What needs to be done —
Where a line holds the word "relative", copy it from the records.

· · · · ·

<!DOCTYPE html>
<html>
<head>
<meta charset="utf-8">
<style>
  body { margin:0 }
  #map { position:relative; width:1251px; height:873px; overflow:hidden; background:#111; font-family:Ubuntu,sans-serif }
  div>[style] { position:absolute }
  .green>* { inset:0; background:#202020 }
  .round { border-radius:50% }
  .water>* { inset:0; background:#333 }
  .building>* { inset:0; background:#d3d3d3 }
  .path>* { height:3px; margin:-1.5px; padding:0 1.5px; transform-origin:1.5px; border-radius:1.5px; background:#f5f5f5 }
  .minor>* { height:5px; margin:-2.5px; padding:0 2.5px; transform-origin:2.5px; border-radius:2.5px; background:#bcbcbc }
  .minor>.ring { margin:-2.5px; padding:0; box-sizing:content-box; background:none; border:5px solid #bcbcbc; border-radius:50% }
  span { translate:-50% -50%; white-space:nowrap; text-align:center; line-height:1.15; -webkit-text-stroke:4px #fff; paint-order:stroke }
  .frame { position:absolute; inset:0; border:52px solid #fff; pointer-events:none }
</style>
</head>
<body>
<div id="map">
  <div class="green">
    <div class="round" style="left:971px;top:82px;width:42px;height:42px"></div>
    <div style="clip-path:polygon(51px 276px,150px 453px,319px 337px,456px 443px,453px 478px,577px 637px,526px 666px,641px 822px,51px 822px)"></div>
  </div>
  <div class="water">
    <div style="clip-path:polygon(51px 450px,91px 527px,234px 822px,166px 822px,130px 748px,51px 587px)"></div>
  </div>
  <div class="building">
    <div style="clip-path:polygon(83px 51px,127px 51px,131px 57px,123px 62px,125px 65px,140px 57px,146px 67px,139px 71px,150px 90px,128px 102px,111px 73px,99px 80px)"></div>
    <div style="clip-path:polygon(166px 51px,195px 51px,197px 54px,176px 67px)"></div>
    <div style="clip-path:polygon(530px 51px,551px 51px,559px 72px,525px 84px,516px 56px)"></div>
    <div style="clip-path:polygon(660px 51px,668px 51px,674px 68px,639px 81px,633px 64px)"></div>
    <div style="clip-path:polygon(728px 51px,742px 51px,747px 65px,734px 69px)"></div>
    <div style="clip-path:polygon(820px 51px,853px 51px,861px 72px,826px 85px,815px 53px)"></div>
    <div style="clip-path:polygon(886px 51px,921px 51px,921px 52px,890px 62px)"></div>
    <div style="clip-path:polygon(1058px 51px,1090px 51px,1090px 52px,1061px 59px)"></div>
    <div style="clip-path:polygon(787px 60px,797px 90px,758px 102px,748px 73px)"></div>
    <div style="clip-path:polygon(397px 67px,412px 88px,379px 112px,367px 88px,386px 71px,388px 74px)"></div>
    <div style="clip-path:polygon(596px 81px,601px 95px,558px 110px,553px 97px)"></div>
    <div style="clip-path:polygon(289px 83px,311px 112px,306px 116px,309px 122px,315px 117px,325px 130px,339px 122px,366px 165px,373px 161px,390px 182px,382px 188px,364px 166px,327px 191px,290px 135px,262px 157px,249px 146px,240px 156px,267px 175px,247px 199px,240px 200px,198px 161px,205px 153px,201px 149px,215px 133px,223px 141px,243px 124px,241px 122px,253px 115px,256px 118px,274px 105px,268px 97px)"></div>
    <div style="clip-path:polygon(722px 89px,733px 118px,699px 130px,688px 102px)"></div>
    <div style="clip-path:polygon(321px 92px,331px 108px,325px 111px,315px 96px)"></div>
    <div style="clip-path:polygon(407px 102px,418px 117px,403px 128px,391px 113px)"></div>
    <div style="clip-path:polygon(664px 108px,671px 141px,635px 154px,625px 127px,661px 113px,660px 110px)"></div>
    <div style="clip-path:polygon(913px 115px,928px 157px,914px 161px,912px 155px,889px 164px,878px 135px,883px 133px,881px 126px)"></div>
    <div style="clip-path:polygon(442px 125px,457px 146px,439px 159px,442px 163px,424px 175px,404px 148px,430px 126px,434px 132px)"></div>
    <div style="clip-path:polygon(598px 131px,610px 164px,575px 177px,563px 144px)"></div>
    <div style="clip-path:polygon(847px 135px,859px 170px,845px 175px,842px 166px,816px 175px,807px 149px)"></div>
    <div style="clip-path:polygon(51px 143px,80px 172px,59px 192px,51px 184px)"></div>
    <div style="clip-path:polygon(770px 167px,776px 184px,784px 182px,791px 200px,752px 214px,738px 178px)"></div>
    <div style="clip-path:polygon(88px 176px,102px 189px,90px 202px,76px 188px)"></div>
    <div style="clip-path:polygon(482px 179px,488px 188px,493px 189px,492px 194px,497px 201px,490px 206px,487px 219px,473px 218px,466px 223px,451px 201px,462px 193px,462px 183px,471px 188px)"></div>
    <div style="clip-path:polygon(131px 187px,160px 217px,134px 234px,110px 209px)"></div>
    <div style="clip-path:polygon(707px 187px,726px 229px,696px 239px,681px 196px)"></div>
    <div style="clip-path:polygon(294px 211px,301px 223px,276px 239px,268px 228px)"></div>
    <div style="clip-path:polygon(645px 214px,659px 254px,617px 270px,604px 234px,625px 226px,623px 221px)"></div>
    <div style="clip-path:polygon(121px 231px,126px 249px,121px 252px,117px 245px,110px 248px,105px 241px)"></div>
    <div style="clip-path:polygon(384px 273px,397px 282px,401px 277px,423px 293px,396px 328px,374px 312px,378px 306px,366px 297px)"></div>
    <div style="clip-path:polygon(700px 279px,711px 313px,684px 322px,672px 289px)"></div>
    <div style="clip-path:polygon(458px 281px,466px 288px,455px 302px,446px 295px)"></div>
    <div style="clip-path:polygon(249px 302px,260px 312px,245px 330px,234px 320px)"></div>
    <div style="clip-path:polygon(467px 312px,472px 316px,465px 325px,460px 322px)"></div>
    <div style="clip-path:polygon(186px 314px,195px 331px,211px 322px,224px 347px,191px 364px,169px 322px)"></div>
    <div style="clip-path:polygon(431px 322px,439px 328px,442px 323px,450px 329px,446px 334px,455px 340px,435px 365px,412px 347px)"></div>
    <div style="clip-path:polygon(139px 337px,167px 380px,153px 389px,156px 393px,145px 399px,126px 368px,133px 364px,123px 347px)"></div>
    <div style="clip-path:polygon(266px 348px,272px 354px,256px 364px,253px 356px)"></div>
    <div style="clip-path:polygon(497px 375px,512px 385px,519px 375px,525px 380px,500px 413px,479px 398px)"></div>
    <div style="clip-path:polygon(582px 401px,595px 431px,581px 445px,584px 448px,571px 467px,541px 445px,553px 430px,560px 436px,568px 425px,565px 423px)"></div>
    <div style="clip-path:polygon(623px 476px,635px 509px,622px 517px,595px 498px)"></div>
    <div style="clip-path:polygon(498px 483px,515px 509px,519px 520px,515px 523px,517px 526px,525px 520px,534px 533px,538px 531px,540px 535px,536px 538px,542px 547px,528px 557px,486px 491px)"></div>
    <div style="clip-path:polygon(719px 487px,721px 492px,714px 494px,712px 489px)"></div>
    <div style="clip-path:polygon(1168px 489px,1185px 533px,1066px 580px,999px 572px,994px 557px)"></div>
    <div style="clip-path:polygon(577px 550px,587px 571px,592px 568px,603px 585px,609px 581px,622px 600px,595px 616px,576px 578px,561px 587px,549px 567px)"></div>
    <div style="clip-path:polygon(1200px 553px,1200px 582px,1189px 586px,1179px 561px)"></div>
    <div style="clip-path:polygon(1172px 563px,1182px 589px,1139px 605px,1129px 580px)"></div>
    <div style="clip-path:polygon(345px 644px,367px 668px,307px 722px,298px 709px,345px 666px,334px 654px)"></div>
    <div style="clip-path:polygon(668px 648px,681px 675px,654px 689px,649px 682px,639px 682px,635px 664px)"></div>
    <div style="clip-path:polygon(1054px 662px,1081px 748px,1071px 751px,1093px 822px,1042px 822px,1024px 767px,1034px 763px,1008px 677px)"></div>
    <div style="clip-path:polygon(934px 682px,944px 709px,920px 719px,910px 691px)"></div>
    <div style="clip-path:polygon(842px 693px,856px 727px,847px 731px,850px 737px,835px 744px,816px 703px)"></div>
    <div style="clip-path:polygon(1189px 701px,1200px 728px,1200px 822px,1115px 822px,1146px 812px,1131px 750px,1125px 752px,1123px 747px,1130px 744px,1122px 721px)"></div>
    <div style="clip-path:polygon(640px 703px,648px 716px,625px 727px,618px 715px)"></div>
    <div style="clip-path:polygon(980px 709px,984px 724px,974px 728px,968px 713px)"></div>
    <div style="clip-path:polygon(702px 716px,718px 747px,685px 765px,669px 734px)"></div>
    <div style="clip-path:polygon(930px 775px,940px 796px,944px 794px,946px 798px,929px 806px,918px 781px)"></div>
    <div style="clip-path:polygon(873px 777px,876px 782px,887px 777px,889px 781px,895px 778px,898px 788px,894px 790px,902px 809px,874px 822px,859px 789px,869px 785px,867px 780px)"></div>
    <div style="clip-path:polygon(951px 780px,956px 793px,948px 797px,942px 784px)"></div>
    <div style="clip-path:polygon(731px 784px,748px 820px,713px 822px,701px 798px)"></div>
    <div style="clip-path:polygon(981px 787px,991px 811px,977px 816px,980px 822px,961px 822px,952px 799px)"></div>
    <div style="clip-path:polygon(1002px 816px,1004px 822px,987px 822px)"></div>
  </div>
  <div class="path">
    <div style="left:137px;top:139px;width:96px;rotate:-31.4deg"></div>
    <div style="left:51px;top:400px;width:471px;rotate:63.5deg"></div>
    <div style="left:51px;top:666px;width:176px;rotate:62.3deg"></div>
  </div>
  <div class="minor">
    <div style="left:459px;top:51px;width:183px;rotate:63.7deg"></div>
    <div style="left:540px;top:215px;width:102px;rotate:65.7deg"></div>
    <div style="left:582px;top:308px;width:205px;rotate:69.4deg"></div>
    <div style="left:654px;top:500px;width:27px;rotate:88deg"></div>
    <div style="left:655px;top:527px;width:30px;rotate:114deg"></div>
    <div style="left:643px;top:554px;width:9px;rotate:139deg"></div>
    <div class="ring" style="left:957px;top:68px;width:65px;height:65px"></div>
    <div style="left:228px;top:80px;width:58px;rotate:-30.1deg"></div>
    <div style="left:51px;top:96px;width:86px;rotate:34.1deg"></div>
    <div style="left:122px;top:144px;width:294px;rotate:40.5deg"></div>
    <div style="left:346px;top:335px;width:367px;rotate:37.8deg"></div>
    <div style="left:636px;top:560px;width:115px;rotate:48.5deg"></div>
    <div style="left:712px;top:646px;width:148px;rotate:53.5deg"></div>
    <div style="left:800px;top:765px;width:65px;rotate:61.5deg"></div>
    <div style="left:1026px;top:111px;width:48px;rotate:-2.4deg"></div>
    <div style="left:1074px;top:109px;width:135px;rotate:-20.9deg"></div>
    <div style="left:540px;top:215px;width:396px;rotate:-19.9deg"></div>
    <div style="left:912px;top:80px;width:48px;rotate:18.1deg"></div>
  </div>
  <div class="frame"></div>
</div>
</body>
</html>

· · · · ·

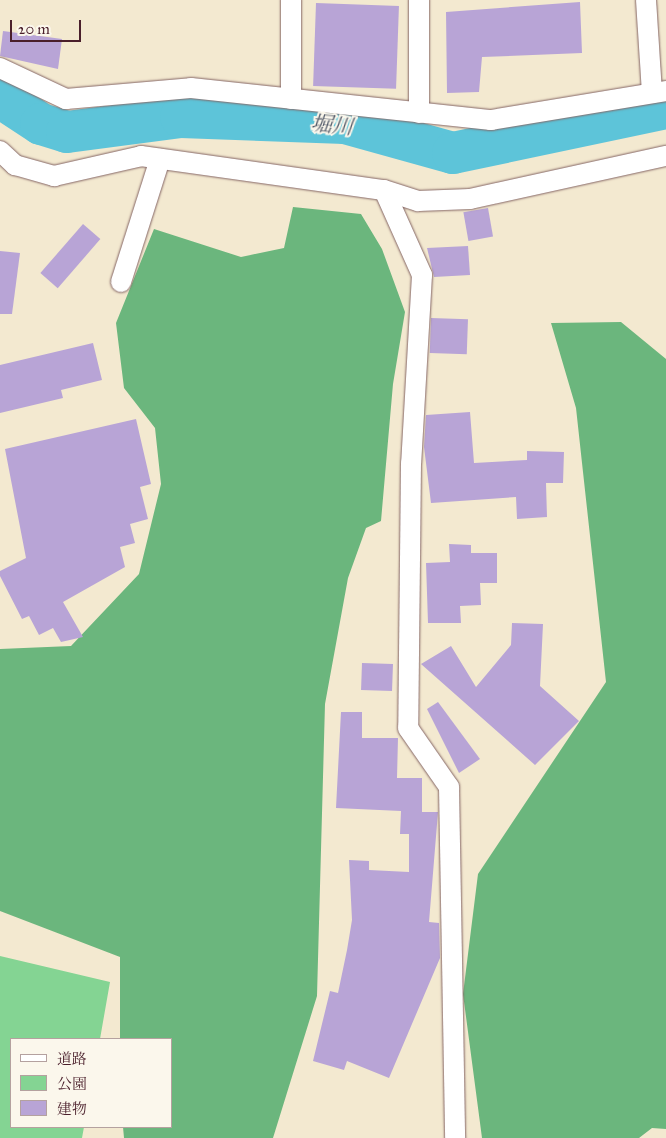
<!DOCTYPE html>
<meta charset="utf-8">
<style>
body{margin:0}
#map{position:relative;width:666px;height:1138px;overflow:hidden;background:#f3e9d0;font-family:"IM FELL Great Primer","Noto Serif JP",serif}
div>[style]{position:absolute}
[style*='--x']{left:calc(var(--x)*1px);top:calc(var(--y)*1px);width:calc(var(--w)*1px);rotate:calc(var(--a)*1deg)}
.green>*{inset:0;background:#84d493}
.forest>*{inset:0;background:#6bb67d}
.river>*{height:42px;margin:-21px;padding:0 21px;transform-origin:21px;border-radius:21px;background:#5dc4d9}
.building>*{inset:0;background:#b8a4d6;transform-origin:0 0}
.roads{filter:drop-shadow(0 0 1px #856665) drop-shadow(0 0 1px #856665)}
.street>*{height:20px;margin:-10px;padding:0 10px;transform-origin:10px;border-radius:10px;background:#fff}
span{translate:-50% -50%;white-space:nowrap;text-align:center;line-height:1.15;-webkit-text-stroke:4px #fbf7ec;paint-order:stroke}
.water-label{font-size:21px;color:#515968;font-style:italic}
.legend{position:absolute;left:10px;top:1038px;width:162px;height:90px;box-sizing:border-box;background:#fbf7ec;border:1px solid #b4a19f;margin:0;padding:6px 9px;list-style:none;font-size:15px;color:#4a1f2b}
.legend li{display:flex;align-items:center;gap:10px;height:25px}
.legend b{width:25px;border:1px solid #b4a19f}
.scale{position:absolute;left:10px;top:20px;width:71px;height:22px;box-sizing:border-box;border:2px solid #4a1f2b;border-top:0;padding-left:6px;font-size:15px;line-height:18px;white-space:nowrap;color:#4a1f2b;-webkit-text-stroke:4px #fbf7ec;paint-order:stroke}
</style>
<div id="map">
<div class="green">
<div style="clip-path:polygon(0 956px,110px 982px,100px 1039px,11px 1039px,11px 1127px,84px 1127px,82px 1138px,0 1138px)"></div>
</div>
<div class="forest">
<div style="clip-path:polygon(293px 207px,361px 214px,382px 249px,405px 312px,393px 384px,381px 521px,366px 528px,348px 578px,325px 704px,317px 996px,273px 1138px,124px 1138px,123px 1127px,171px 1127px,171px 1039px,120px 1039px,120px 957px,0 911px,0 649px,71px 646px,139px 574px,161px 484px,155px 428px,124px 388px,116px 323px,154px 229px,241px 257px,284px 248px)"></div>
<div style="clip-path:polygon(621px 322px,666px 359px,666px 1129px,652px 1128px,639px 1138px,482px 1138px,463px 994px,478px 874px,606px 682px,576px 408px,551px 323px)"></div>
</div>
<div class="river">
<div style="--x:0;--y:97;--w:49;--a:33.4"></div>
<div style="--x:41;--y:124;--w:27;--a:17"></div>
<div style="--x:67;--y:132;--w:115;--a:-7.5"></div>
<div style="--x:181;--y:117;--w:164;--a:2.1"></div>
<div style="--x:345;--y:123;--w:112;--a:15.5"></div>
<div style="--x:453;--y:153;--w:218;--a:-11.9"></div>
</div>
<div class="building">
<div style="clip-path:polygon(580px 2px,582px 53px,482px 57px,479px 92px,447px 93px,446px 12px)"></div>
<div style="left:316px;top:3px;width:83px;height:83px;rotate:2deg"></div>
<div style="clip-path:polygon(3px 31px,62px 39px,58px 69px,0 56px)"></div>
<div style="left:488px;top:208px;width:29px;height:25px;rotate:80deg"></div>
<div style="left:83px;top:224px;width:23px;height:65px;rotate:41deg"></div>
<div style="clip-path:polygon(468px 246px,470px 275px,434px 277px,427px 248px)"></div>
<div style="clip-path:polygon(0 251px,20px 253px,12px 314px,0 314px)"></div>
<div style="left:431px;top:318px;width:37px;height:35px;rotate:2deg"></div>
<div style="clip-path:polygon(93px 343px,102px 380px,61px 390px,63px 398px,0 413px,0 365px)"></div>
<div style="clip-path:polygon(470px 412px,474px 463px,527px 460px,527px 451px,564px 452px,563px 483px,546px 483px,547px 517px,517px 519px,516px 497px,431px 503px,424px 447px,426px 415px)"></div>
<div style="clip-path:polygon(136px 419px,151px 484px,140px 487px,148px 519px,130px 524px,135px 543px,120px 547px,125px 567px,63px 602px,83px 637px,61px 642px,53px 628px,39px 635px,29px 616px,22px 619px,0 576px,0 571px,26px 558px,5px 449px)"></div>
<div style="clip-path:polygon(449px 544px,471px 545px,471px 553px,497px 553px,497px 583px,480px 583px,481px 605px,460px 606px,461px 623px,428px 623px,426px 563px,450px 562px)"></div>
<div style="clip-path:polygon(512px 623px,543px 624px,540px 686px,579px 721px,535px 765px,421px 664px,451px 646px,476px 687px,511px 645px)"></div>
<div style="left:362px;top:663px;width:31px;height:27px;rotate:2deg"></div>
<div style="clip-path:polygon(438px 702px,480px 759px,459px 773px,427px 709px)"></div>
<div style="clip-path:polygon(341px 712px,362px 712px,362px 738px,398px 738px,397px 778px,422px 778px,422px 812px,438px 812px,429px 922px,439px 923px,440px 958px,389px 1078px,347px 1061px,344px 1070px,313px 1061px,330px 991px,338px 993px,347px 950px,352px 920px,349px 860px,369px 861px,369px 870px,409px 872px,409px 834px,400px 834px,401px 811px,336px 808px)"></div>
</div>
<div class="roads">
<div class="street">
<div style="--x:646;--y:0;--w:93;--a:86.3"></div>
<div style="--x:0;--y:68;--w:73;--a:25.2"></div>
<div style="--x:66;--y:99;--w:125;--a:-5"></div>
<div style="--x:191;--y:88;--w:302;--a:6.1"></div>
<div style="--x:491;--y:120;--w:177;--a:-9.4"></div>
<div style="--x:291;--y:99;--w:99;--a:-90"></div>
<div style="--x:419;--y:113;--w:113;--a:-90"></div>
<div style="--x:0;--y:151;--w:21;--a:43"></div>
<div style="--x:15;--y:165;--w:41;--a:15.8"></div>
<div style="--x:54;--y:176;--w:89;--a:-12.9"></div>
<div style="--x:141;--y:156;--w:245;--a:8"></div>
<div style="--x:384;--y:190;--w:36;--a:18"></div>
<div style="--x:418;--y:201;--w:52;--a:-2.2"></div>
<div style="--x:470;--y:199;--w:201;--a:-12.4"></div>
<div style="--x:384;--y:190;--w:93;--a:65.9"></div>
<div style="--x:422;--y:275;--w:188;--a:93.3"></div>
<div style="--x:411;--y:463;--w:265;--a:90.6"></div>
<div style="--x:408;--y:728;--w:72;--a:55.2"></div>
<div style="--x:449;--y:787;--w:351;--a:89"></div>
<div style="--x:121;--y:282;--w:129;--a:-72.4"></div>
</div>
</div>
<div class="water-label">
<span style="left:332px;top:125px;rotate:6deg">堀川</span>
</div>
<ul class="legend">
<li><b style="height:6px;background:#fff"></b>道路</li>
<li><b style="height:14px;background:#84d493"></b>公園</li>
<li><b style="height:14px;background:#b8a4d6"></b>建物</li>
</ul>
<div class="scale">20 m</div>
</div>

· · · · ·

Solution to this problem —
  #map { position:relative; width:1251px; height:873px; overflow:hidden; background:#111; font-family:Ubuntu,sans-serif }
#map{position:relative;width:666px;height:1138px;overflow:hidden;background:#f3e9d0;font-family:"IM FELL Great Primer","Noto Serif JP",serif}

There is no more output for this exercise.